(Study material begins)

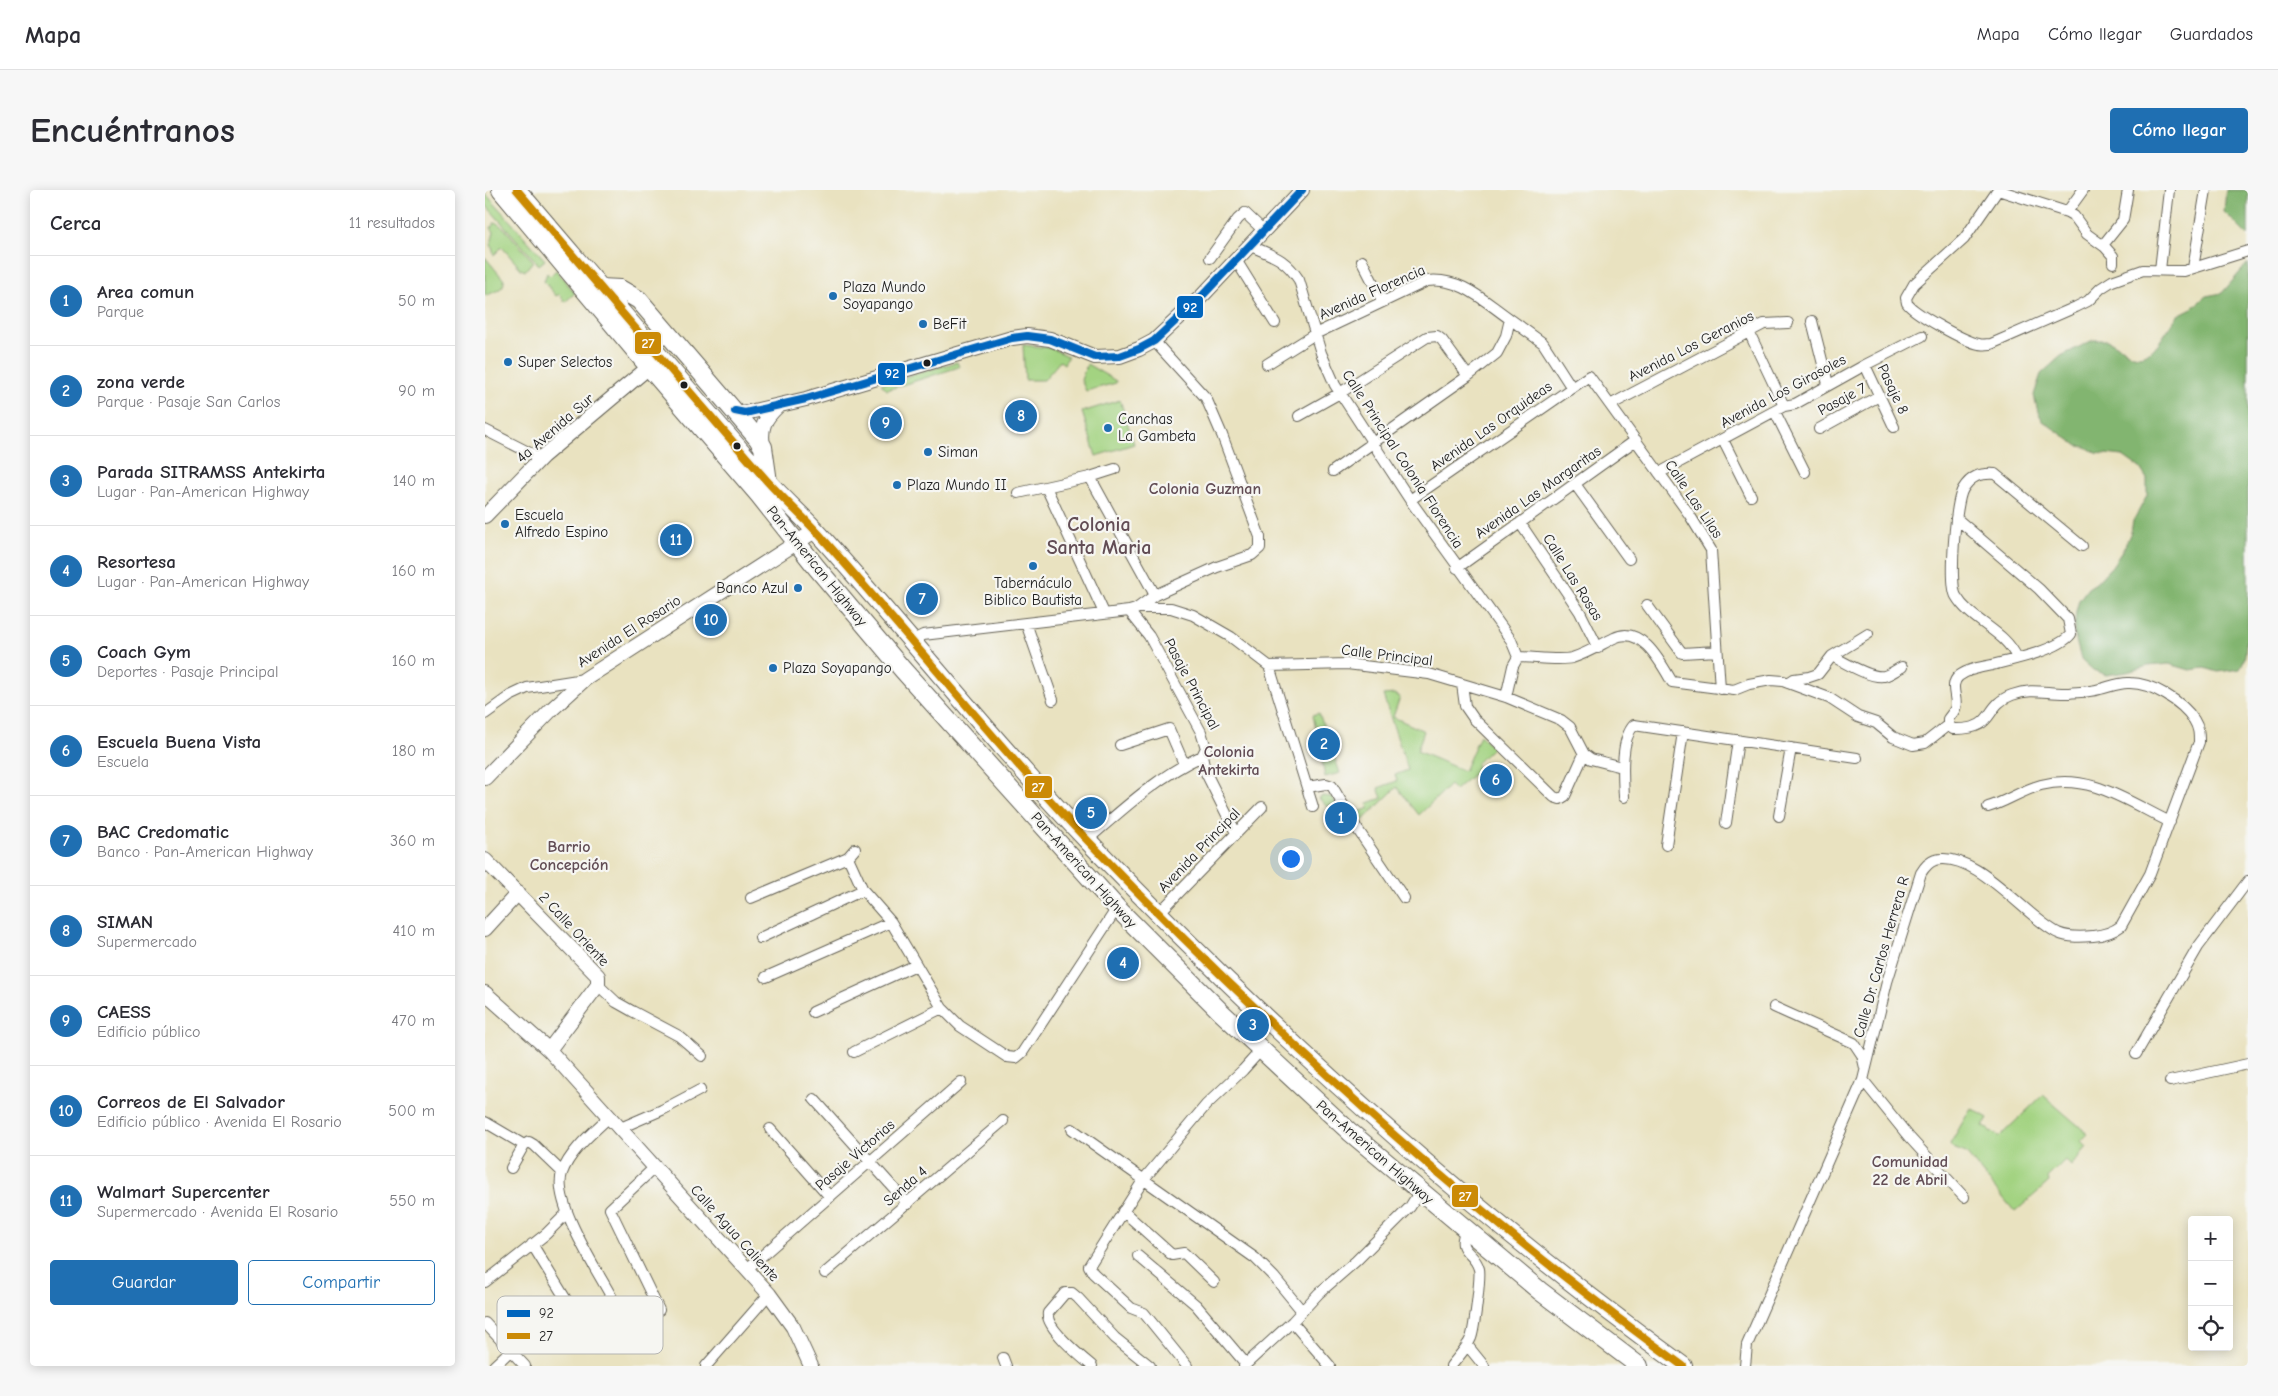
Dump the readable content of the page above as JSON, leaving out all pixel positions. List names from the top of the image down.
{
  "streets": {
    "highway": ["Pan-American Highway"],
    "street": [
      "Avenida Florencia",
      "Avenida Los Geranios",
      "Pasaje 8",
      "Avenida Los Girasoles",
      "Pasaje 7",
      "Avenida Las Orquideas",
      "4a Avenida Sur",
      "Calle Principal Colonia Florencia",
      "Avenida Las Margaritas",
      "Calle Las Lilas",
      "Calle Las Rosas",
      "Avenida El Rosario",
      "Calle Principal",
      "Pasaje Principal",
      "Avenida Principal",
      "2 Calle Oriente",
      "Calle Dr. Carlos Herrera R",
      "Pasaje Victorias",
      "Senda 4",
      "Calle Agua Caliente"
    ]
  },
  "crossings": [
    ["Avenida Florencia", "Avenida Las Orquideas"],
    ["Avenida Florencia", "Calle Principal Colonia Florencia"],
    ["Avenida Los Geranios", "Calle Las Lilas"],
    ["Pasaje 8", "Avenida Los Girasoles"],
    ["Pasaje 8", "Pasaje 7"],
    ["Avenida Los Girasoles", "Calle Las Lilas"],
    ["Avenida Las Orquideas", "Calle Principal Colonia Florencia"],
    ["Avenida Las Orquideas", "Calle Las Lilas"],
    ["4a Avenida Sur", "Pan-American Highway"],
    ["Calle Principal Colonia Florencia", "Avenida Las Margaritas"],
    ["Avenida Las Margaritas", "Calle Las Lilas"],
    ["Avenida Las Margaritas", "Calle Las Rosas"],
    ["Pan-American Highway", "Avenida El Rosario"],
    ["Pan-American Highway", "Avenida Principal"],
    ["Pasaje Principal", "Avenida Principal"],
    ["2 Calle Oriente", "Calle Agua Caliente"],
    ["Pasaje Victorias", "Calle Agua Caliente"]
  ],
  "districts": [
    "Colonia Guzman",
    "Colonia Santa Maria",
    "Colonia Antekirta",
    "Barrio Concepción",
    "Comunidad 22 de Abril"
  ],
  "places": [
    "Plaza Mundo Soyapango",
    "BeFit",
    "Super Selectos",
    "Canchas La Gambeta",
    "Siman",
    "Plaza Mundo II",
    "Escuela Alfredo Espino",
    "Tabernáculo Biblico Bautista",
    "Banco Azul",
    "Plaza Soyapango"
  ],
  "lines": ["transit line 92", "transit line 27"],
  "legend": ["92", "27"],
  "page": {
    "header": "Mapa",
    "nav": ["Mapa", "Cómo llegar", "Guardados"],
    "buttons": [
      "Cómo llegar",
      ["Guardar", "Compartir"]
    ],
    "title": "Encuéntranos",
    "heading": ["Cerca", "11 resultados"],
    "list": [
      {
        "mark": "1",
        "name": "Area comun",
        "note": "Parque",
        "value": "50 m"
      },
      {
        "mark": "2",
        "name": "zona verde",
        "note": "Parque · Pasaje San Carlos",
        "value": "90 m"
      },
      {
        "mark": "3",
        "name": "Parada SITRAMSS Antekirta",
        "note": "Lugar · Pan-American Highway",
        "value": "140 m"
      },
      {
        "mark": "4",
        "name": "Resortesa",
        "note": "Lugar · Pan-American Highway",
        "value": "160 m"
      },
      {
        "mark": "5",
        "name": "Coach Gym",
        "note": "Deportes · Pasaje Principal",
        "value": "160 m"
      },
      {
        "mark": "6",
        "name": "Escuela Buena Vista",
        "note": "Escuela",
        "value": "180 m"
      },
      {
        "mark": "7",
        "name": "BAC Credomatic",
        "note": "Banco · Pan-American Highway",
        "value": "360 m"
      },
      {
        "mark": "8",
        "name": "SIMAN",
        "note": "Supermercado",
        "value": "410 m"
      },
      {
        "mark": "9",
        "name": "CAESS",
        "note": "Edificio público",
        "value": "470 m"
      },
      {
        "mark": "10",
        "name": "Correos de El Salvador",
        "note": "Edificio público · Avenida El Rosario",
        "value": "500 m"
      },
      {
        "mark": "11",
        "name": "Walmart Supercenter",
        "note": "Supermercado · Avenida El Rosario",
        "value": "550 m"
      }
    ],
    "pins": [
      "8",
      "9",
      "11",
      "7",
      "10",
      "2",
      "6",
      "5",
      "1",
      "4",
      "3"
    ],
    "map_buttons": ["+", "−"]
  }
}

(Study material ends)
(Study material begins)

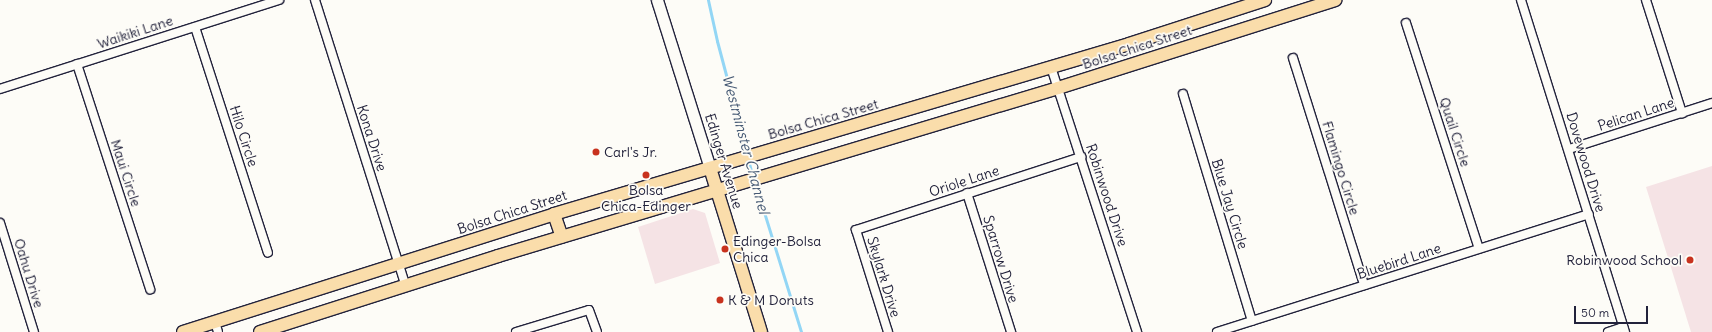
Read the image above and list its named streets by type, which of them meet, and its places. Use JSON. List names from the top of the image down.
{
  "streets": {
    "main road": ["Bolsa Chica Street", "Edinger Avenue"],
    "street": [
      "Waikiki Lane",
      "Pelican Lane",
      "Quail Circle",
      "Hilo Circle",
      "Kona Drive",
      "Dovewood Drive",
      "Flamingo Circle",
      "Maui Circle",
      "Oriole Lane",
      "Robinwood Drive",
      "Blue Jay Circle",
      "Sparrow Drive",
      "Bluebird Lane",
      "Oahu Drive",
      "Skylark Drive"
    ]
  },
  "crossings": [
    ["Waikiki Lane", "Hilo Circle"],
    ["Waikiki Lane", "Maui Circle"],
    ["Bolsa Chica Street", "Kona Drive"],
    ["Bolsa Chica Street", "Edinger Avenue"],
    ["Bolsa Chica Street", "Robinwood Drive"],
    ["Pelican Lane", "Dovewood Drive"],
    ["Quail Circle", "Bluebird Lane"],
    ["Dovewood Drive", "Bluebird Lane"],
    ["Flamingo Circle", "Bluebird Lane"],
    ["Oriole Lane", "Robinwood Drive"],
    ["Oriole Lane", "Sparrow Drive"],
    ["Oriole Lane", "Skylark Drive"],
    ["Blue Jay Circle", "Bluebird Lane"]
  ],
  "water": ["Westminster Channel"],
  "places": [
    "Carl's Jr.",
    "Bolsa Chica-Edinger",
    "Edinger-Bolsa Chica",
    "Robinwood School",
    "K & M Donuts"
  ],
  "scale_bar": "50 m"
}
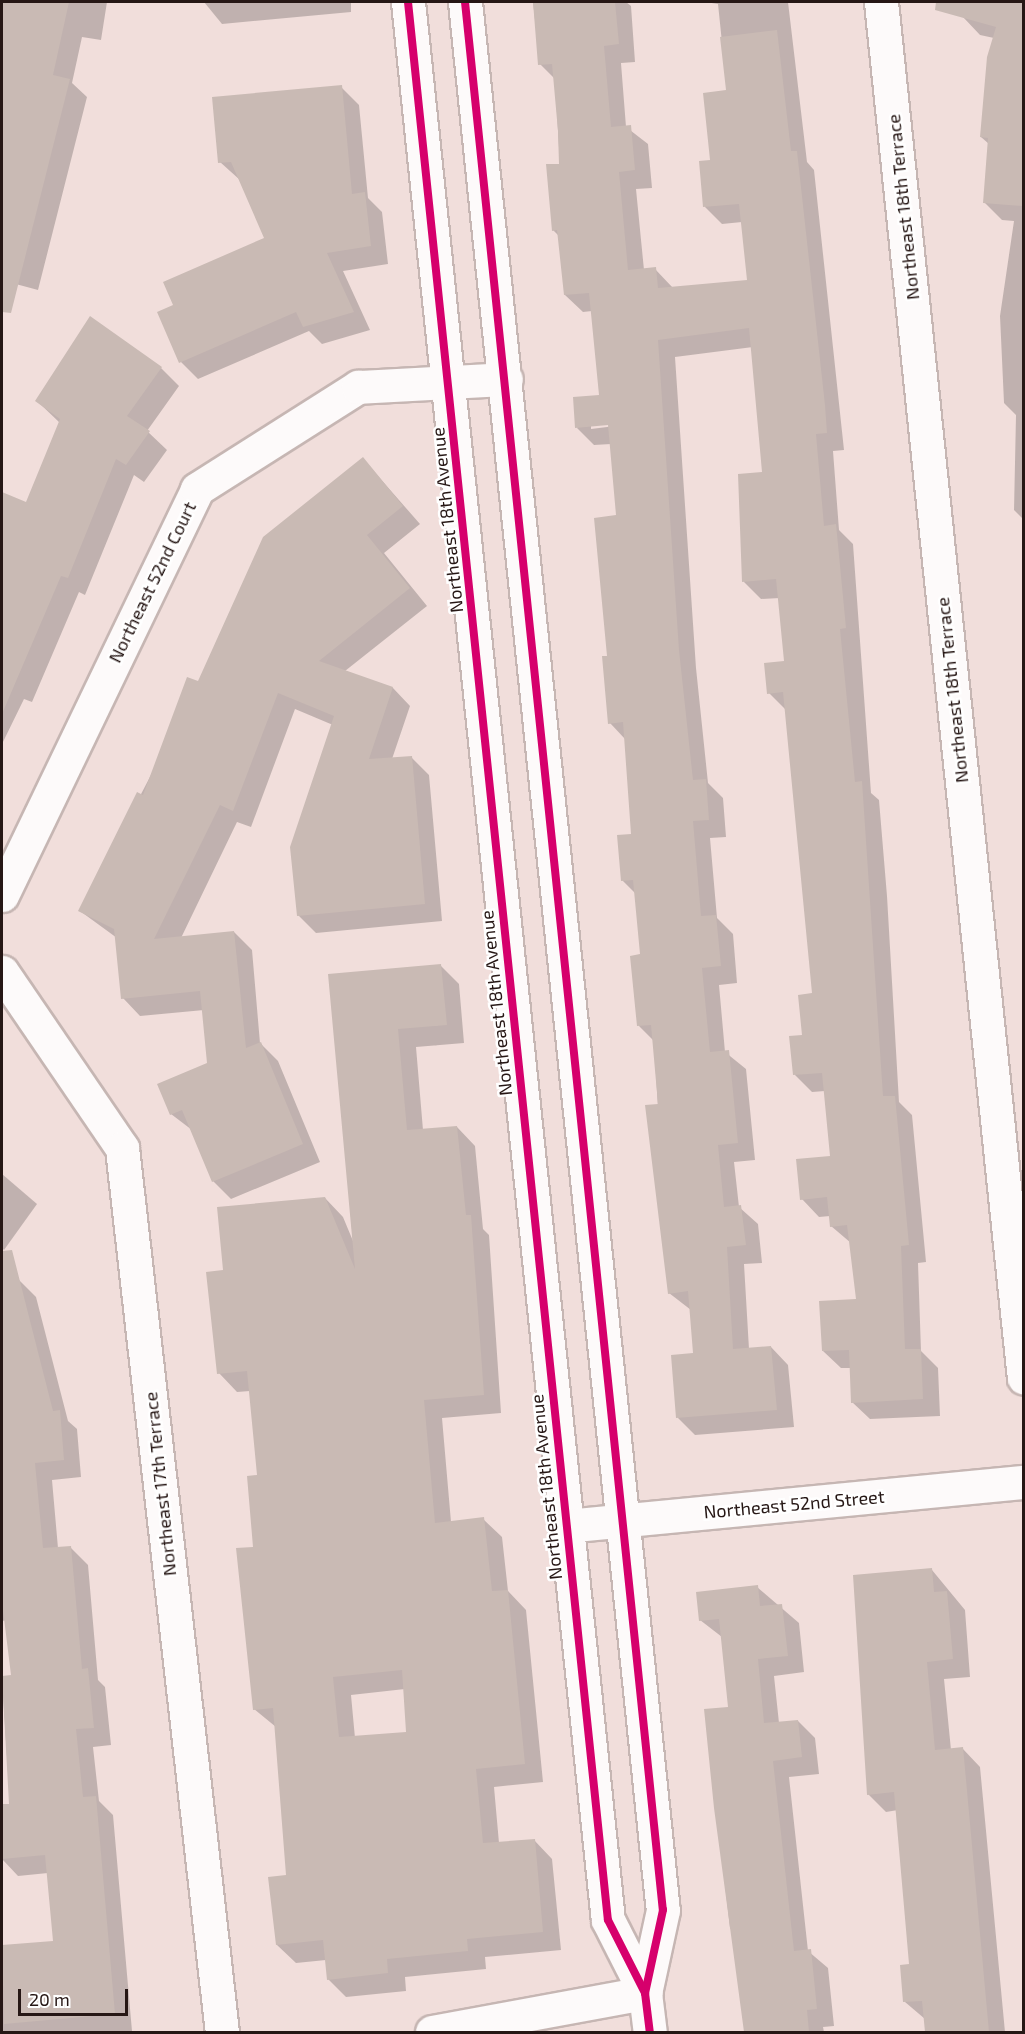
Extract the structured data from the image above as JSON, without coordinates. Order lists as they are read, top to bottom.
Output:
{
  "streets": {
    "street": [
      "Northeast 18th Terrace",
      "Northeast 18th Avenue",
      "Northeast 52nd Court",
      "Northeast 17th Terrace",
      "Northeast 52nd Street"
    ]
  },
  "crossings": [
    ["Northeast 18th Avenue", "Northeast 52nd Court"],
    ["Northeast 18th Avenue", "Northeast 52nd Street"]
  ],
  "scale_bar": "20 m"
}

(Study material ends)

What this task involves:
Take every line above that includes the string "Agua" and return it.

Reply:
      "Calle Agua Caliente"
    ["2 Calle Oriente", "Calle Agua Caliente"],
    ["Pasaje Victorias", "Calle Agua Caliente"]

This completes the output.